In the next few weeks I'll fix the issues above and start to see how I can extract more "facts". Currently I only know where what is mentioned, where "what" is limited to species, genus, words, human genes, and regex matches. In the future I want to find metabolites, chemicals and the relation between these and conifer species.

Conifer taxonomy - Part 2

Continuation of this post.

I got an answer quite quickly (but after posting the previous post):

The Plant List marks what species are in what genus and family, and groups families in Major Groups, e.g. gymnosperms. It also marks synonyms. With a list of conifer species and the ContentMine output, I can determine which species are not conifers, and find how they interact with each other. Now I only have a list of species and genera, without any context.

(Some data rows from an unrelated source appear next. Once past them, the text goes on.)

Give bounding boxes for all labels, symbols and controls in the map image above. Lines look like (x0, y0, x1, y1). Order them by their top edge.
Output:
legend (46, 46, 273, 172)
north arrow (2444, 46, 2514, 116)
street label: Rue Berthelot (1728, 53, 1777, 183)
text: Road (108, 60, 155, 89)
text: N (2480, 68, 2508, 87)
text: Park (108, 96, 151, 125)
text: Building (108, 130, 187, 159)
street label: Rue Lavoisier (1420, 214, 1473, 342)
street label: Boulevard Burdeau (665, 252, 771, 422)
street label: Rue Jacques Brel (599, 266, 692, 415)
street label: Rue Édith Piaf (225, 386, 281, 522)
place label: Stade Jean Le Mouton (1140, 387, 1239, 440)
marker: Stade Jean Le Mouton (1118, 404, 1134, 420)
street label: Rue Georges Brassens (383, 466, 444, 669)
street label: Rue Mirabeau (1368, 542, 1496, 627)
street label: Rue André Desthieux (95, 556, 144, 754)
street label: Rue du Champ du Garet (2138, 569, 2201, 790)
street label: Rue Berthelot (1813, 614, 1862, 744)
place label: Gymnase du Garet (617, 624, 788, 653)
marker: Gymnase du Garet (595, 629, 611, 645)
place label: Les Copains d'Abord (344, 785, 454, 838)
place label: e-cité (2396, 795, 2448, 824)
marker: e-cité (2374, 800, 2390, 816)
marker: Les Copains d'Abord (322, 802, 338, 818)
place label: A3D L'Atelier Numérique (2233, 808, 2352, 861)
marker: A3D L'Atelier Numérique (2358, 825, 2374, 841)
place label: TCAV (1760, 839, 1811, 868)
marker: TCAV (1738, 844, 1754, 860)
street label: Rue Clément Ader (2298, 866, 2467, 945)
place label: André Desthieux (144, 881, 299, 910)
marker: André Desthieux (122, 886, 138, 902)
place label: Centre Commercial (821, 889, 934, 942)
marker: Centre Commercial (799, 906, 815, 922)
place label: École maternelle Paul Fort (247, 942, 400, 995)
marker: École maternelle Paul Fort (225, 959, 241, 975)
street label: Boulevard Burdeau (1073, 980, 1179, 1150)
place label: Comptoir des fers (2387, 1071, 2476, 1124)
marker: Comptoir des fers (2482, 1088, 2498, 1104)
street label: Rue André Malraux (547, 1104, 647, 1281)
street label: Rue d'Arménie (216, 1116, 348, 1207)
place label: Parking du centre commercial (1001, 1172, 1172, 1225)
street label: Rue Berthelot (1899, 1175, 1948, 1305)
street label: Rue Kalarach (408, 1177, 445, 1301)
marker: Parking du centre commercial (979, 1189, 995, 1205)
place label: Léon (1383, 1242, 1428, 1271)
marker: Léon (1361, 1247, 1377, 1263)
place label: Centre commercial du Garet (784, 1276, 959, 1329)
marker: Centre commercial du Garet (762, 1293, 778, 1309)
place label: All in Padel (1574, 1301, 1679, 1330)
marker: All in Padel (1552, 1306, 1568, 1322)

The site does not really answer the question we asked in the previous post, of how families are grouped inside the gymnosperm group, but I seem to have been mistaken on that part anyway. The page about gymnosperms does have some different ideas over how families are divided, but the Pinophyta page does not state that it isn't part of the gymnosperms. It just says it with different words. It seems to say that it is part of one of gymnosperms and angiosperms, not the group containing both.

Pine (own photo)

Anyway, that is not really important. I now have the information I want, on how species are grouped in genera and families. That is what I need, at least for now. I don't have to focus on things outside the conifer families, so I do not think I really have to know how they are divided. This concludes our quest for data for now, see my other blog posts for progress with the project.